* _Material for this task_
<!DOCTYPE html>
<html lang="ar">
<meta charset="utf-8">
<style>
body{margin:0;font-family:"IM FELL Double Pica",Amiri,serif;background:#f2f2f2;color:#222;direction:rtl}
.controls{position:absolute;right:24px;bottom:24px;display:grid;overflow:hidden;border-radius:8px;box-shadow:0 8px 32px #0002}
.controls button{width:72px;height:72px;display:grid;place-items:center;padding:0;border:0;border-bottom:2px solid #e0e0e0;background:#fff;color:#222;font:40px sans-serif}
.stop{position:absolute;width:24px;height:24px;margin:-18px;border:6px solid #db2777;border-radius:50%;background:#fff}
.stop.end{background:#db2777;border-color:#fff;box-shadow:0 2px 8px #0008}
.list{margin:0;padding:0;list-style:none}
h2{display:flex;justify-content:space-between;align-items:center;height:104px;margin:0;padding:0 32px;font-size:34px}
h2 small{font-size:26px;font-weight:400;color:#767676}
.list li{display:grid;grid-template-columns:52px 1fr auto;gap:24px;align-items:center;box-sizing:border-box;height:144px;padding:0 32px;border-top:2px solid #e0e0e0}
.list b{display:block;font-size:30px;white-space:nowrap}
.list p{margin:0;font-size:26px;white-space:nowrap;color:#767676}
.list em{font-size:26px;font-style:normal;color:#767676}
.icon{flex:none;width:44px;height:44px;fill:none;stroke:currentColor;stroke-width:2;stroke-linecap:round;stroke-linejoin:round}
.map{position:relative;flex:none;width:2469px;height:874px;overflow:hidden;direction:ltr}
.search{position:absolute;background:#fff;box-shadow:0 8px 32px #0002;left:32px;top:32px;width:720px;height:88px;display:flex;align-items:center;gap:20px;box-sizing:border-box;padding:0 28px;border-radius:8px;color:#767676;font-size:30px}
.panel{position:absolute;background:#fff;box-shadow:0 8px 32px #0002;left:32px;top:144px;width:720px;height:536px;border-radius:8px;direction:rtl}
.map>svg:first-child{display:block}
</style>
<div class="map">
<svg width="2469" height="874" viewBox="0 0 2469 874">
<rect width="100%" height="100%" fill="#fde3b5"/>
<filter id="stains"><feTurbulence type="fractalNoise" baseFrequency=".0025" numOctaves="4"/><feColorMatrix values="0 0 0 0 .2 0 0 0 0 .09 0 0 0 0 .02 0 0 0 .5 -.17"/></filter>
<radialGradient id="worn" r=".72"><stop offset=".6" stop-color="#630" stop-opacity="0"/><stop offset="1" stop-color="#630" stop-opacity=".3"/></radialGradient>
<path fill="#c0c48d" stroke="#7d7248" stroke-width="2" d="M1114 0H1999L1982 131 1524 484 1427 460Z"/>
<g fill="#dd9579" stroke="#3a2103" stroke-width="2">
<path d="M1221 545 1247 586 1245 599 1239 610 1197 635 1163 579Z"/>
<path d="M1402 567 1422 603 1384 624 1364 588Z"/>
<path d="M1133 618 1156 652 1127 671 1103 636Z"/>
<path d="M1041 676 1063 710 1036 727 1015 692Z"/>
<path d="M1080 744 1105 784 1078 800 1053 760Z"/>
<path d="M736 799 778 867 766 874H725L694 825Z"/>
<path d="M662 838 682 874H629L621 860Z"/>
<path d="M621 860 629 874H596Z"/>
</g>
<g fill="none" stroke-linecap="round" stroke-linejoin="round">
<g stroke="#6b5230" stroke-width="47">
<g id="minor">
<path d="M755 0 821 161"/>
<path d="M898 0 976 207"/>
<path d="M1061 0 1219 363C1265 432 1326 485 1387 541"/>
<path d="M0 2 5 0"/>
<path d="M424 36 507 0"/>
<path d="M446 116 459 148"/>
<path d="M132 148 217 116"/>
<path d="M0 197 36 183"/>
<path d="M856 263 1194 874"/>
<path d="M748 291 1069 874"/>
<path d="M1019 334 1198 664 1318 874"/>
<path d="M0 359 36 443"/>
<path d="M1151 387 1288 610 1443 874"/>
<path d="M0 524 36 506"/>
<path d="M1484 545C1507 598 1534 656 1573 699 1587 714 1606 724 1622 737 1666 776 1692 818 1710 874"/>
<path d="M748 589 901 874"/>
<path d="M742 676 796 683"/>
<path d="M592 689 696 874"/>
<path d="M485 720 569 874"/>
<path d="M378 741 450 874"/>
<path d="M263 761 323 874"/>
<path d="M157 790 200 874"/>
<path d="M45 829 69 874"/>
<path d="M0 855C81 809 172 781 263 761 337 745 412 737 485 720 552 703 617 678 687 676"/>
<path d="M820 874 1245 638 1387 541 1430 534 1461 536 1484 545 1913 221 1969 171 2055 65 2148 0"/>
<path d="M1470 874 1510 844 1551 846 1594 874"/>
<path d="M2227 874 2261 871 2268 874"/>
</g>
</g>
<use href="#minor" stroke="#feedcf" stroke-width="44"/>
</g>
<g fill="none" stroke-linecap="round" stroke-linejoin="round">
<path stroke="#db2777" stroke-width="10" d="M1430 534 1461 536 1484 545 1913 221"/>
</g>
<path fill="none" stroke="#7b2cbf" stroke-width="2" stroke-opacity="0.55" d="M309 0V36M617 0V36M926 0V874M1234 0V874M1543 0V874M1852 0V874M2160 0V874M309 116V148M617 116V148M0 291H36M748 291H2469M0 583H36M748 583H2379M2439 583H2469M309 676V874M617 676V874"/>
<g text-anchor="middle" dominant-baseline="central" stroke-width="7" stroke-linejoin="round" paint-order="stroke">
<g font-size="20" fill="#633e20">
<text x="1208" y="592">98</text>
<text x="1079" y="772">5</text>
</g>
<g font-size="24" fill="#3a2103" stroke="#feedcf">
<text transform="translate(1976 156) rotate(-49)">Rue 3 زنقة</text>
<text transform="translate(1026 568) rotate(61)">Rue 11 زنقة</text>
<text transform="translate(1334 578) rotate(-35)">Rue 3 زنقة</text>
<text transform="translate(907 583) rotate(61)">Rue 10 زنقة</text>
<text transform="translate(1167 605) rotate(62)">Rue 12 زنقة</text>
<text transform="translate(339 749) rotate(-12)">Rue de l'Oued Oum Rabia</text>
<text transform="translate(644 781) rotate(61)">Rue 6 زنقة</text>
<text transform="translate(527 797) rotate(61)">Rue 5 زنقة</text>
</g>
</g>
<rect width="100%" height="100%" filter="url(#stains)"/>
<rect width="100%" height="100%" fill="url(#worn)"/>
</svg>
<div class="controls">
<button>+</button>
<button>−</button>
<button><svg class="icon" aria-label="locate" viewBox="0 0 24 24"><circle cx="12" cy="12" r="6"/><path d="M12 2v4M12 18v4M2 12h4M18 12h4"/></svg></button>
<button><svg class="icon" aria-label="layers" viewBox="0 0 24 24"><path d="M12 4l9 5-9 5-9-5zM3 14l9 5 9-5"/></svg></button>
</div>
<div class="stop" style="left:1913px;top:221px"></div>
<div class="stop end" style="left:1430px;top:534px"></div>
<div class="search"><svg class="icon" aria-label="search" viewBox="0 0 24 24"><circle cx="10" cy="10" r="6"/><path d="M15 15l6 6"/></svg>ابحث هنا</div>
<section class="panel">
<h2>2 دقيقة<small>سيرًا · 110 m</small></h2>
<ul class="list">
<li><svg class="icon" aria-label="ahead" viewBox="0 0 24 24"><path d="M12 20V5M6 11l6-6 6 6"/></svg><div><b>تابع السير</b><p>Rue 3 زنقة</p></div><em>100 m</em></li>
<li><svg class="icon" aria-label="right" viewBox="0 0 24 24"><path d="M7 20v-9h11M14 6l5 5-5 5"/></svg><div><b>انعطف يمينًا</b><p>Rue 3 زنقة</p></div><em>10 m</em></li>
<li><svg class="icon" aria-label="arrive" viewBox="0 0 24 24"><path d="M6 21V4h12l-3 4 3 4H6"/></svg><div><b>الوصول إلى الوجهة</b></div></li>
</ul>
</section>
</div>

* _Instructions for the task_
Show every line from the listing above in which the string "white" appears.

* _Exercise output_
.list b{display:block;font-size:30px;white-space:nowrap}
.list p{margin:0;font-size:26px;white-space:nowrap;color:#767676}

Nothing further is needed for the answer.